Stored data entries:
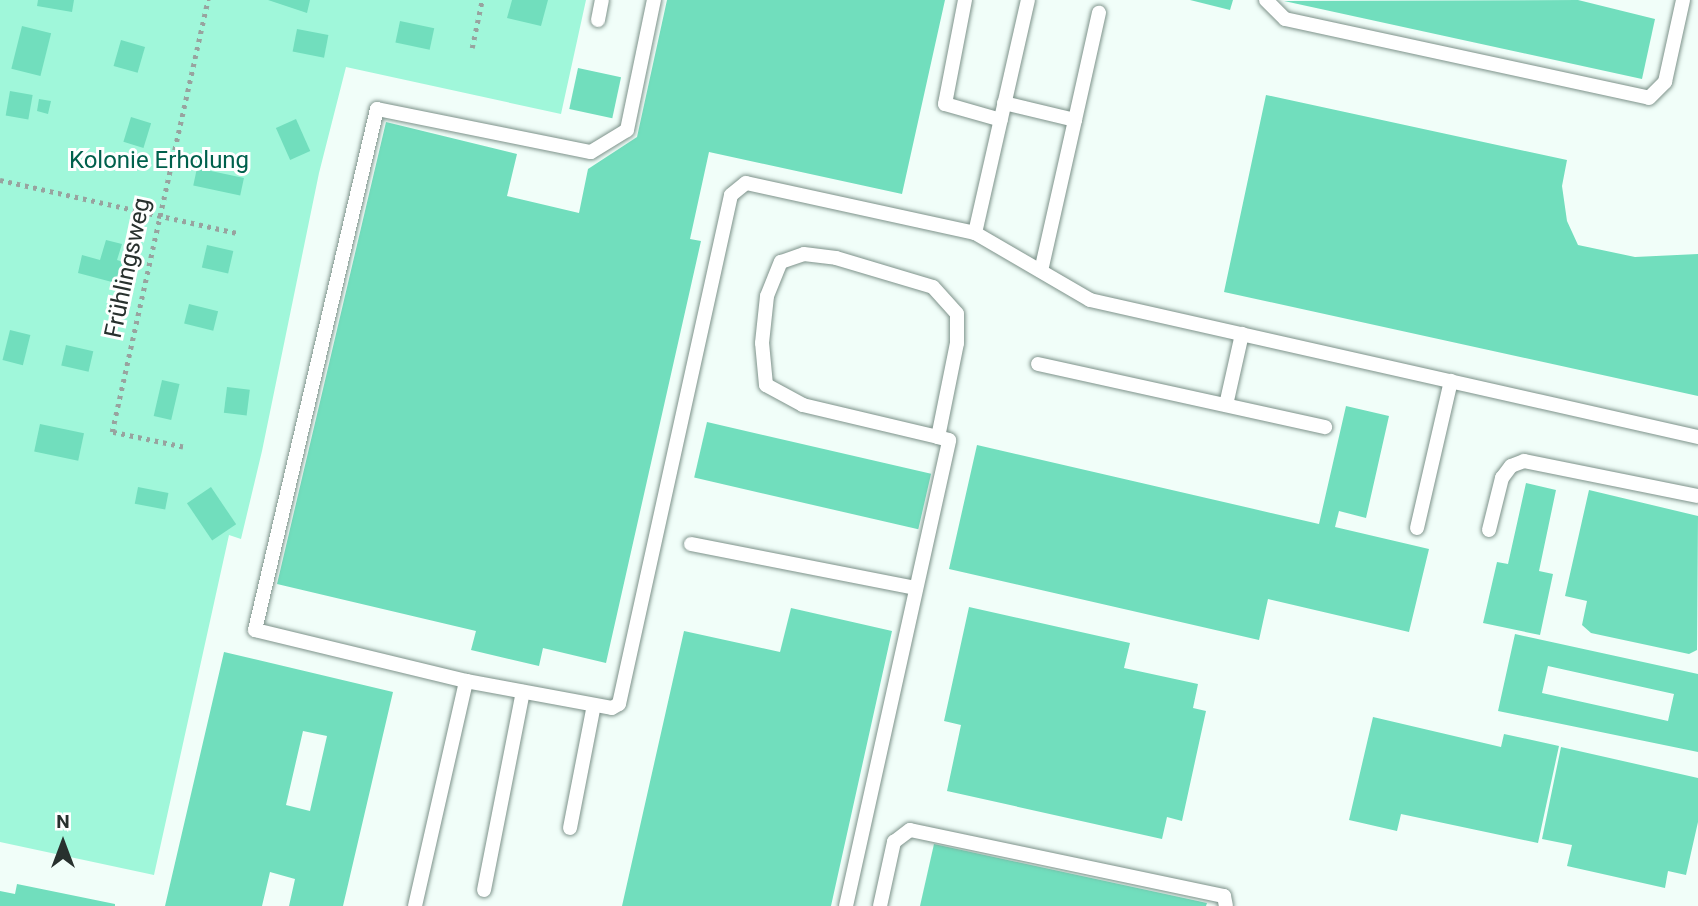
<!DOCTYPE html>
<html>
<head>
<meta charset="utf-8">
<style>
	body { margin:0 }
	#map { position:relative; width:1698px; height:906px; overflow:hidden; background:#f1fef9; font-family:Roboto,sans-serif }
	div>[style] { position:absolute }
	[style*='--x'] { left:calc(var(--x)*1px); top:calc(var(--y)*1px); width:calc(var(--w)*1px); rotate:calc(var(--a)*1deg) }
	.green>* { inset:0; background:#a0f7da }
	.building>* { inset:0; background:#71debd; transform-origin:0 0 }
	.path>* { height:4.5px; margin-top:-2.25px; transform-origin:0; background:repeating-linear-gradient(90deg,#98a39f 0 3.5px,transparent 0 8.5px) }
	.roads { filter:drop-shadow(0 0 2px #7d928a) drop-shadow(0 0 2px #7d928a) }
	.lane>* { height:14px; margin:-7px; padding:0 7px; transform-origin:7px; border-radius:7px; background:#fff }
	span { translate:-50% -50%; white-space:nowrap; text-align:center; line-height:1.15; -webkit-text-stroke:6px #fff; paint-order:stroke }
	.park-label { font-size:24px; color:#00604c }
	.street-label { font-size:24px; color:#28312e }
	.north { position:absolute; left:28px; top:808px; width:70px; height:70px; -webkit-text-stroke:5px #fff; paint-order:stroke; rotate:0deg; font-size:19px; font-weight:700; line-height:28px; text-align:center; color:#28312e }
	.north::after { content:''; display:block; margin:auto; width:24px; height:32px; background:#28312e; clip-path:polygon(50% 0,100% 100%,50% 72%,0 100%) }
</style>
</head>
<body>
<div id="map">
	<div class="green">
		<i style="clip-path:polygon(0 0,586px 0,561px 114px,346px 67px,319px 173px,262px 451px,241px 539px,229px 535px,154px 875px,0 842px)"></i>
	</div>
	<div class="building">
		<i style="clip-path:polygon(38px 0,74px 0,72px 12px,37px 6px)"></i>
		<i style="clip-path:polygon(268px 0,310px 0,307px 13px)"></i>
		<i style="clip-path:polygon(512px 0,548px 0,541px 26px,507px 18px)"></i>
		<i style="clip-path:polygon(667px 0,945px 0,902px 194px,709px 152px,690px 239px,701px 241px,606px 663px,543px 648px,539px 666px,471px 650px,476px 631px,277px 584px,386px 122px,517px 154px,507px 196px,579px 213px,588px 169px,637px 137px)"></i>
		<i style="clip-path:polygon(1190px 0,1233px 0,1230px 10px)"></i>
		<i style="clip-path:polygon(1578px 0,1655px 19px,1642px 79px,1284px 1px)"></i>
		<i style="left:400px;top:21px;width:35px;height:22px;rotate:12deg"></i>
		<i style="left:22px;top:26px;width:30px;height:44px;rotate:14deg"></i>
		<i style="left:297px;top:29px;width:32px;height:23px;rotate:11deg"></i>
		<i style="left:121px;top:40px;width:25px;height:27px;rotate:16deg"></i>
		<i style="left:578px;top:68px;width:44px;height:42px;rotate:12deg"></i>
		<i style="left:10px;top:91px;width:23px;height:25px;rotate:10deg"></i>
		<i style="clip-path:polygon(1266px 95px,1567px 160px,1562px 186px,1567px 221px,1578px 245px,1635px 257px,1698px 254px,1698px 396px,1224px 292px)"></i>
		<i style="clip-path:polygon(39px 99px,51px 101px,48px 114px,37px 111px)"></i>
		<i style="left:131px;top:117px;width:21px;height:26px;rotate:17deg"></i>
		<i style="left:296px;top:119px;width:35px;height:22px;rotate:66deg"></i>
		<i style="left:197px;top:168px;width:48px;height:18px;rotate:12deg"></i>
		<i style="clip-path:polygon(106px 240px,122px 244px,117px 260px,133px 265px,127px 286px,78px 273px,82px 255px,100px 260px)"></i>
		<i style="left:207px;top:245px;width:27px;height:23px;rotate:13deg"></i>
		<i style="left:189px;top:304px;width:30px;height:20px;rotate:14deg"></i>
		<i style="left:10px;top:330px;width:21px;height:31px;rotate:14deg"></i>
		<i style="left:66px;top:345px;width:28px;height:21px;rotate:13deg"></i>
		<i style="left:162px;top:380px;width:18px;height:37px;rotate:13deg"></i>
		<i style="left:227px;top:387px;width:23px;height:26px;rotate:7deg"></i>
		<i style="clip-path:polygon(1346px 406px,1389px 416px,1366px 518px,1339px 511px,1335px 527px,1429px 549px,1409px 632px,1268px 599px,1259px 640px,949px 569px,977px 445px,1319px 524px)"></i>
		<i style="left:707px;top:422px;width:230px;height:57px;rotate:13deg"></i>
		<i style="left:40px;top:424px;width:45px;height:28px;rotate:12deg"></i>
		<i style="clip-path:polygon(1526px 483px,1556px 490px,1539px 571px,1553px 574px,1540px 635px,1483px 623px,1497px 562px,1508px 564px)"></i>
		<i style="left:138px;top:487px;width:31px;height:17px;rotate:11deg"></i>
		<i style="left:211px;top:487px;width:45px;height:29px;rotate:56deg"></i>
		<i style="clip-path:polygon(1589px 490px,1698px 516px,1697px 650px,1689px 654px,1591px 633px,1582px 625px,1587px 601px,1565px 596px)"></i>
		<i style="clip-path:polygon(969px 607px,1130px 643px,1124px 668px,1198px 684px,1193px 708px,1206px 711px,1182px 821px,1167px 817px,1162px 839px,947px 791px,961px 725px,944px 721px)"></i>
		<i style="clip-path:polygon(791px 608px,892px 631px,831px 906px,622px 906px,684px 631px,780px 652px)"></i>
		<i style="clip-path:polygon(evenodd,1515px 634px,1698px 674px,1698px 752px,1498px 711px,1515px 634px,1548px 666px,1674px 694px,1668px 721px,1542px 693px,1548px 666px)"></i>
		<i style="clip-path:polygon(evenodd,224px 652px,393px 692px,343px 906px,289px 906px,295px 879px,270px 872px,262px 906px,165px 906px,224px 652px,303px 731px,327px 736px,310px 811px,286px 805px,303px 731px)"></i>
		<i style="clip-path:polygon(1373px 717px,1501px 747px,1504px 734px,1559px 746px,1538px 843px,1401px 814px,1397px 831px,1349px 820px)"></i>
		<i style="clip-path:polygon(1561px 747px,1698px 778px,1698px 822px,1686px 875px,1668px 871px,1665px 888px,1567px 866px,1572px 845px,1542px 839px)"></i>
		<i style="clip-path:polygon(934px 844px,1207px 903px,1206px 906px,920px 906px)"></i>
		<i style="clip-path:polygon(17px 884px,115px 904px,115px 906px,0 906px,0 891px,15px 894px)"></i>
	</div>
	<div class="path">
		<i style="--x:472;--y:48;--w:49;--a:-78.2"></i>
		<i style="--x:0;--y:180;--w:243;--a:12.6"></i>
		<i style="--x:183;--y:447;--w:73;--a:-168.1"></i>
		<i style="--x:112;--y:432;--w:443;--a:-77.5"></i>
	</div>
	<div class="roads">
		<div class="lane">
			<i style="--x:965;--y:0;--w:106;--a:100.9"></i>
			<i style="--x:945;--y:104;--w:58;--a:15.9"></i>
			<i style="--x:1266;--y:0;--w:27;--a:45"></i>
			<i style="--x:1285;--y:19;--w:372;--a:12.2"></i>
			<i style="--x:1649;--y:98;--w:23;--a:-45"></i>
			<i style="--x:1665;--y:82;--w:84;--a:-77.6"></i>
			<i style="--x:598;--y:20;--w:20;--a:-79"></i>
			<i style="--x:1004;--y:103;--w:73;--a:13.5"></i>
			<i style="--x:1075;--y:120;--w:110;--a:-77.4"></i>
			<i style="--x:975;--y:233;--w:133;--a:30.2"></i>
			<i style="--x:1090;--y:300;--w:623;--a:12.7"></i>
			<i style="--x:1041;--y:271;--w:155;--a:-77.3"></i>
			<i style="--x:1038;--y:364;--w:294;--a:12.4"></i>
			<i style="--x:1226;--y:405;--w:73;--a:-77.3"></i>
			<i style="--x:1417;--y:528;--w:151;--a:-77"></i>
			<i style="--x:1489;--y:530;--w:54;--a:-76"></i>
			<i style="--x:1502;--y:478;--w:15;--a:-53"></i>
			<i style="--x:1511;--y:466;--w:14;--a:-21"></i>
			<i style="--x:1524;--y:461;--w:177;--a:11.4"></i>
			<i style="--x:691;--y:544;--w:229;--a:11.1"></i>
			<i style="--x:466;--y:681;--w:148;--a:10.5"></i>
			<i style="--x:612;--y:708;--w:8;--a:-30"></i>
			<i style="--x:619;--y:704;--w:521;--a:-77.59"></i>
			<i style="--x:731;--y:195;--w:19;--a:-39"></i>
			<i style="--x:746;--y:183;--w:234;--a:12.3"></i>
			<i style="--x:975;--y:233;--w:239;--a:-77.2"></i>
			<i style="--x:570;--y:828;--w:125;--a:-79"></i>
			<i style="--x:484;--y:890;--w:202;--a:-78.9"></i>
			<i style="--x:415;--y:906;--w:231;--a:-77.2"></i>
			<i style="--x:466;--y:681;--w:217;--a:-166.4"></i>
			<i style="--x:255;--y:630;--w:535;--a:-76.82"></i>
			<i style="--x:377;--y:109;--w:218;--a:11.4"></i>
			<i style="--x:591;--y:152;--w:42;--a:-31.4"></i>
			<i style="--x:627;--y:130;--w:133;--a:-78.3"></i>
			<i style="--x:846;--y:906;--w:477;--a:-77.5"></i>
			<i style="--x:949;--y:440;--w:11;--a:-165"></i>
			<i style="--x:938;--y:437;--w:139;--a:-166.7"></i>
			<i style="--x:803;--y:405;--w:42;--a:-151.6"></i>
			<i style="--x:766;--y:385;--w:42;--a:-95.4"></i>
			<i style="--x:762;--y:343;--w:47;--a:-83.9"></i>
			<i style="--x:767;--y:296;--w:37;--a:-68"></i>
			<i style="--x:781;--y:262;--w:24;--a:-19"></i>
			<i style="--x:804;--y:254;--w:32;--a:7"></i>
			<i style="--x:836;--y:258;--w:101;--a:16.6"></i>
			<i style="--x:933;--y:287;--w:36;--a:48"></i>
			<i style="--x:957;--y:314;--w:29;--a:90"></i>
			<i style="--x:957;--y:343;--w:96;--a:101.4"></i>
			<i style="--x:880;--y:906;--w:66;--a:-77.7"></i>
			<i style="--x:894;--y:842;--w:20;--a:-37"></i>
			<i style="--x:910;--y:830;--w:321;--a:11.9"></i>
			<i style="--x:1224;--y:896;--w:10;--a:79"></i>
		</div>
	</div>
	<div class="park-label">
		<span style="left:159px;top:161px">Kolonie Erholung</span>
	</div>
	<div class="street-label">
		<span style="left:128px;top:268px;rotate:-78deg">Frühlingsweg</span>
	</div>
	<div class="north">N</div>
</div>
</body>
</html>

THE PROBLEM ▸ Find every line of the data that holds the string "lane", then say how many there are and nothing else.

TASK OUTPUT ▸ 2